What it Means to be Disenfranchised
Disenfranchised people are those who feel deprived of a legal right or privilege. The number of people disenfranchised within the United States is part of the reason Donald Trump, a candidate without a history in politics, was elected to office. While much of the country is recovering from the Great Recession, there continues to be a lag for many disenfranchised Americans.1
For some, there’s a feeling that they can’t afford anything anymore. One poll found that a large swath of middle-class Americans long for quality jobs, affordable health care and child care and both economic and financial security.2
Over the past three decades, America’s economy has moved from manufacturing-based jobs to service-based jobs. This gradual process transformed the job market. Even with today’s low unemployment rate, there are jobs available, but in many cases, those who need the job may not have the skills and experience that the position requires or it may not pay the wages they are looking for.3
Americans dissatisfied with the health care initiatives introduced by Barack Obama reported a variety of motives for voting Trump. A common complaint was that premiums seemed to increase every year. Others went deeper, saying Trump’s proposals would promote personal responsibility rather than guarantee health care for those who are “lazy and entitled.” Sixty-six percent of Trump supporters said the economy is “rigged for people receiving government assistance.”4
The combination of expensive health care options, a difficult job market and overwhelming debt, and it’s easy to see why some have become so disenfranchised. How many Americans are we talking about?
Leading up to the election, a Gallup poll found only 27 percent were satisfied with the current state of the country.5 A post-election poll in December found a similar overall result, with Democrats still feeling slightly better than Republicans despite the presidential election results.6
Dissatisfaction can take on different forms. Many people have their concerns about the future of the country, but perhaps more importantly, are focused more on their own personal situation. The fact is, contentment has a lot to do with feeling confident, or at least hopeful, about your future.

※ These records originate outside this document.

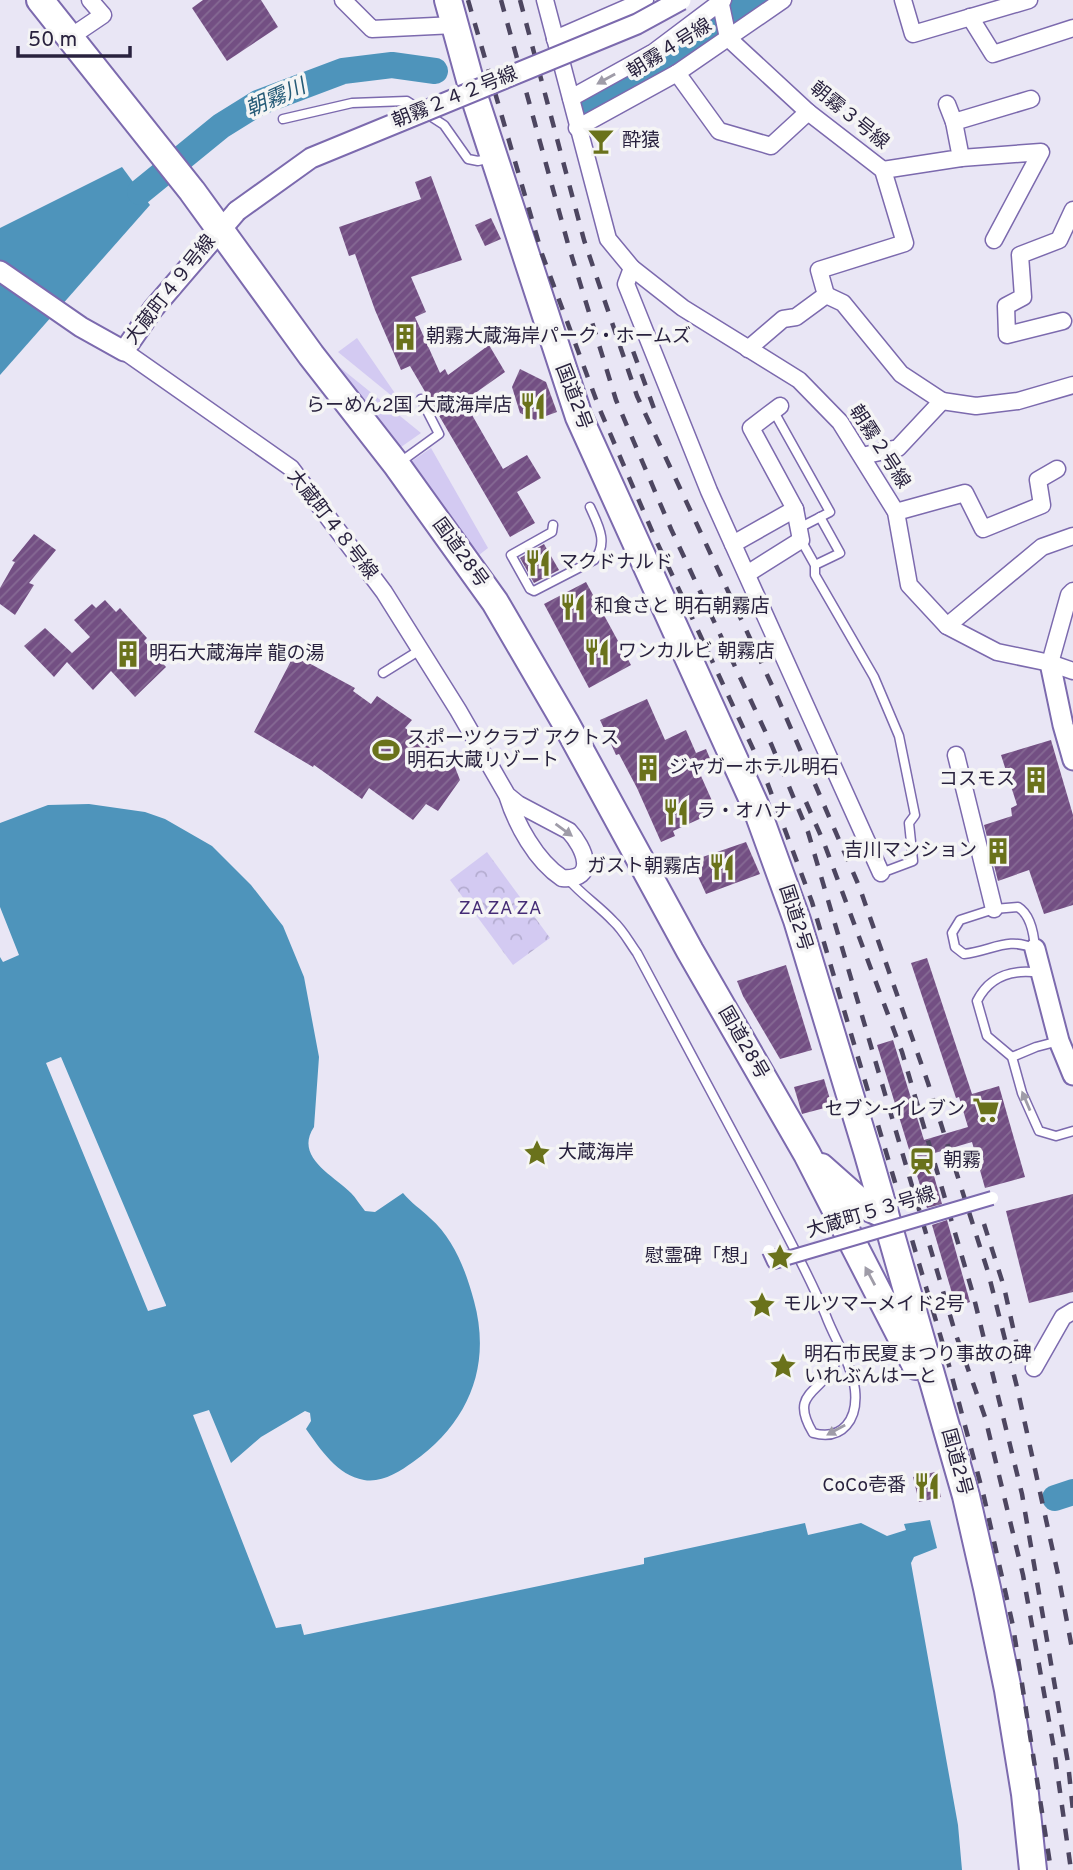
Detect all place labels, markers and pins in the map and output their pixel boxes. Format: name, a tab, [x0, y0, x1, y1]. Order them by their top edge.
bar icon: 酔猿	[586, 126, 616, 156]
place label: 酔猿	[622, 129, 660, 153]
building icon: 朝霧大蔵海岸パーク・ホームズ	[390, 322, 420, 352]
place label: 朝霧大蔵海岸パーク・ホームズ	[426, 325, 691, 349]
restaurant icon: らーめん2国 大蔵海岸店	[518, 391, 548, 421]
place label: らーめん2国 大蔵海岸店	[306, 394, 512, 418]
restaurant icon: マクドナルド	[523, 548, 553, 578]
place label: マクドナルド	[559, 551, 673, 575]
restaurant icon: 和食さと 明石朝霧店	[558, 592, 588, 622]
place label: 和食さと 明石朝霧店	[594, 595, 769, 619]
restaurant icon: ワンカルビ 朝霧店	[582, 637, 612, 667]
building icon: 明石大蔵海岸 龍の湯	[113, 639, 143, 669]
place label: ワンカルビ 朝霧店	[618, 640, 774, 664]
place label: 明石大蔵海岸 龍の湯	[149, 642, 324, 666]
place label: スポーツクラブ アクトス 明石大蔵リゾート	[407, 727, 619, 773]
sports icon: スポーツクラブ アクトス 明石大蔵リゾート	[371, 735, 401, 765]
building icon: ジャガーホテル明石	[633, 753, 663, 783]
place label: ジャガーホテル明石	[669, 756, 839, 780]
building icon: コスモス	[1021, 765, 1051, 795]
place label: コスモス	[939, 768, 1015, 792]
restaurant icon: ラ・オハナ	[661, 797, 691, 827]
place label: ラ・オハナ	[697, 800, 792, 824]
building icon: 吉川マンション	[983, 836, 1013, 866]
place label: 吉川マンション	[844, 839, 977, 863]
restaurant icon: ガスト朝霧店	[707, 852, 737, 882]
place label: ガスト朝霧店	[587, 855, 701, 879]
supermarket icon: セブン-イレブン	[971, 1095, 1001, 1125]
place label: セブン-イレブン	[824, 1098, 965, 1122]
place icon: 大蔵海岸	[522, 1138, 552, 1168]
place label: 大蔵海岸	[558, 1141, 634, 1165]
station icon: 朝霧	[907, 1146, 937, 1176]
place label: 朝霧	[943, 1149, 981, 1173]
place icon: 慰霊碑「想」	[765, 1242, 795, 1272]
place label: 慰霊碑「想」	[645, 1245, 759, 1269]
place icon: モルツマーメイド2号	[747, 1290, 777, 1320]
place label: モルツマーメイド2号	[783, 1293, 965, 1317]
place label: 明石市民夏まつり事故の碑 いれぶんはーと	[804, 1343, 1032, 1389]
place icon: 明石市民夏まつり事故の碑 いれぶんはーと	[768, 1351, 798, 1381]
restaurant icon: CoCo壱番	[912, 1471, 942, 1501]
place label: CoCo壱番	[822, 1474, 906, 1498]

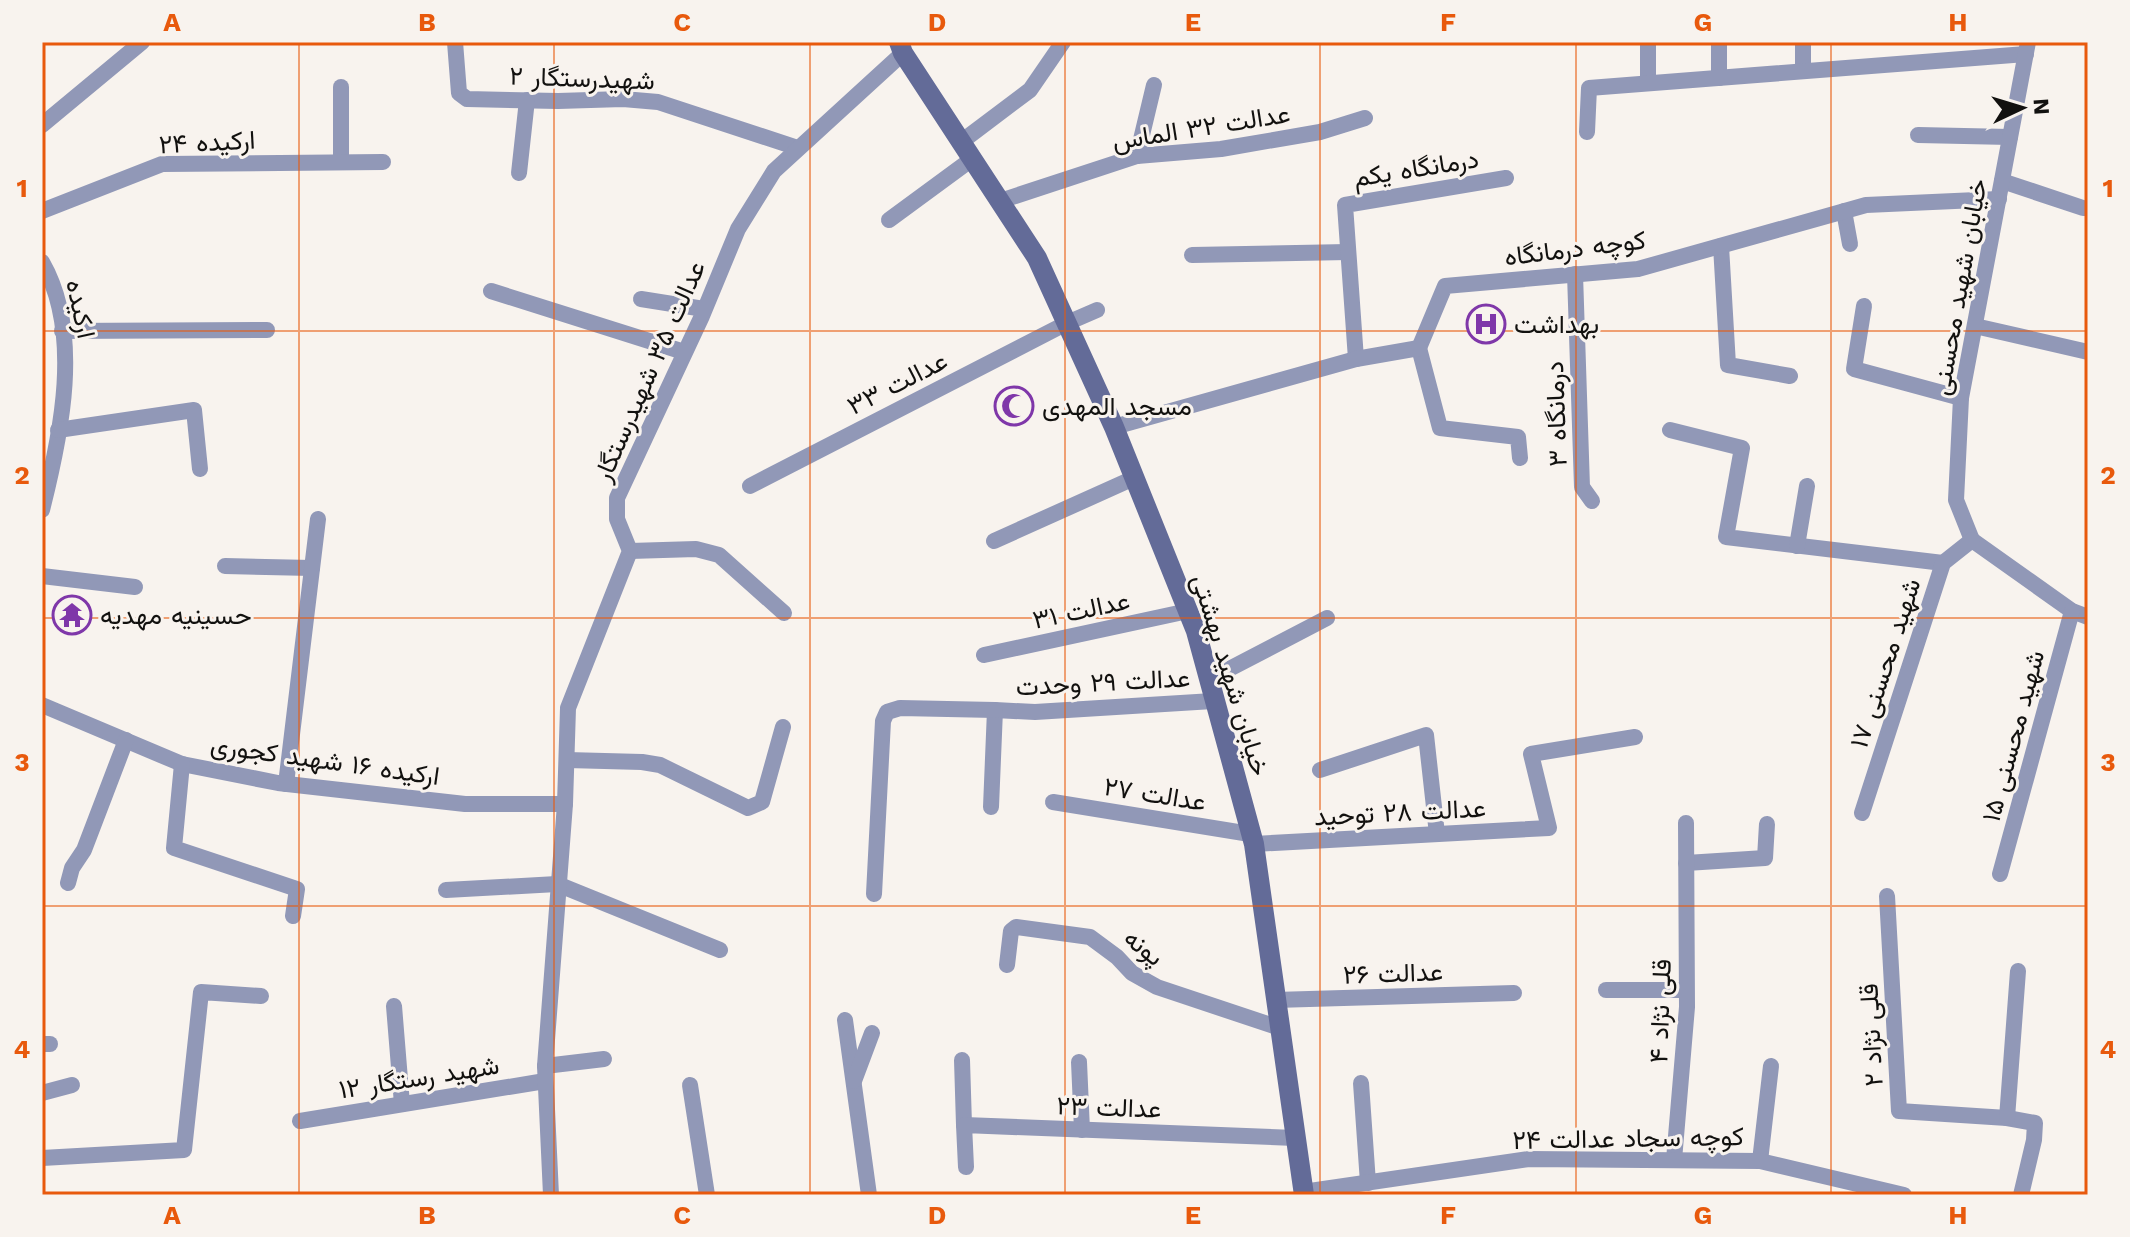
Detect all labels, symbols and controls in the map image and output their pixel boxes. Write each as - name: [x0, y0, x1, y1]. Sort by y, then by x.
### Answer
- text: A: [163, 7, 181, 37]
- text: B: [418, 7, 436, 37]
- text: C: [673, 7, 691, 37]
- text: D: [928, 7, 946, 37]
- text: E: [1185, 7, 1201, 37]
- text: F: [1440, 7, 1456, 37]
- text: G: [1694, 7, 1712, 37]
- text: H: [1948, 7, 1968, 37]
- street label: شهیدرستگار ۲: [509, 60, 655, 97]
- north arrow: [1982, 68, 2062, 148]
- street label: عدالت ۳۲ الماس: [1110, 98, 1292, 157]
- text: N: [2028, 98, 2054, 116]
- street label: ارکیده ۲۴: [158, 124, 256, 161]
- street label: درمانگاه یکم: [1351, 143, 1481, 195]
- text: 1: [16, 173, 28, 203]
- text: 1: [2102, 173, 2114, 203]
- street label: خیابان شهید محسنی: [1925, 176, 1994, 398]
- street label: کوچه درمانگاه: [1502, 224, 1648, 275]
- street label: عدالت ۳۵ شهیدرستگار: [586, 256, 712, 487]
- street label: ارکیده: [59, 277, 102, 341]
- hospital icon: بهداشت: [1465, 303, 1507, 345]
- place label: بهداشت: [1514, 309, 1599, 340]
- street label: عدالت ۳۳: [842, 345, 952, 421]
- street label: درمانگاه ۳: [1539, 361, 1574, 467]
- mosque icon: مسجد المهدی: [993, 385, 1035, 427]
- place label: مسجد المهدی: [1042, 391, 1192, 422]
- text: 2: [14, 460, 30, 490]
- text: 2: [2100, 460, 2116, 490]
- street label: خیابان شهید بهشتی: [1185, 571, 1276, 780]
- street label: شهید محسنی ۱۷: [1843, 574, 1927, 752]
- street label: عدالت ۳۱: [1030, 585, 1132, 635]
- temple icon: حسینیه مهدیه: [51, 594, 93, 636]
- place label: حسینیه مهدیه: [100, 600, 252, 631]
- street label: شهید محسنی ۱۵: [1976, 647, 2051, 825]
- street label: عدالت ۲۹ وحدت: [1015, 662, 1191, 703]
- street label: ارکیده ۱۶ شهید کجوری: [208, 729, 441, 792]
- text: 3: [14, 747, 30, 777]
- text: 3: [2100, 747, 2116, 777]
- street label: عدالت ۲۷: [1102, 771, 1208, 817]
- street label: عدالت ۲۸ توحید: [1313, 793, 1487, 832]
- street label: پونه: [1116, 922, 1170, 974]
- street label: عدالت ۲۶: [1342, 956, 1444, 990]
- street label: قلی نژاد ۴: [1643, 958, 1678, 1064]
- street label: قلی نژاد ۲: [1853, 983, 1890, 1087]
- text: 4: [14, 1034, 31, 1064]
- text: 4: [2100, 1034, 2117, 1064]
- street label: شهید رستگار ۱۲: [337, 1050, 501, 1105]
- street label: عدالت ۲۳: [1056, 1090, 1162, 1124]
- street label: کوچه سجاد عدالت ۲۴: [1512, 1121, 1744, 1158]
- text: A: [163, 1200, 181, 1230]
- text: B: [418, 1200, 436, 1230]
- text: C: [673, 1200, 691, 1230]
- text: D: [928, 1200, 946, 1230]
- text: E: [1185, 1200, 1201, 1230]
- text: F: [1440, 1200, 1456, 1230]
- text: G: [1694, 1200, 1712, 1230]
- text: H: [1948, 1200, 1968, 1230]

One way to work toward this confidence is to insure a portion of your retirement assets. That’s where we come in. We are an independent firm helping individuals create retirement strategies using a variety of insurance products to custom suit their needs and objectives. Please contact us if you’d like to discuss ways to develop more confidence about your ability to provide income throughout retirement.
1 Bob Rapoza. The Hill. Dec. 9, 2016. “Rural America demands the nation’s attention.” http://thehill.com/blogs/pundits-blog/presidential-campaign/309735-rural-america-demands-the-nations-attention. Accessed Dec 9, 2016.
2 The Center for Retirement Research at Boston College. Nov. 15, 2016. “The Needs of Working Folks.” http://squaredawayblog.bc.edu/squared-away/the-needs-of-working-folks/. Accessed Dec 20, 2016.
4 Olga Khazan. The Atlantic. Dec. 20, 2016. “If Not Obamacare, Then What?”
https://www.theatlantic.com/health/archive/2016/12/if-not-obamacare-then-what/511130/. Accessed Dec 20, 2016.
5 Gallup. Oct. 13, 2016. “U.S. Satisfaction Remains Low Leading Up to Election.” http://www.gallup.com/poll/196388/satisfaction-remains-low-leading-election.aspx. Accessed Dec 20, 2016.
6 Clark Mindock. International Business Times. Dec. 16, 2016. “Are Americans Happy With The US? Election, Economy, Wars Have Most Dissatisfied, New Poll Finds.” http://www.ibtimes.com/are-americans-happy-us-election-economy-wars-have-most-dissatisfied-new-poll-finds-2461644. Accessed Dec 20, 2016.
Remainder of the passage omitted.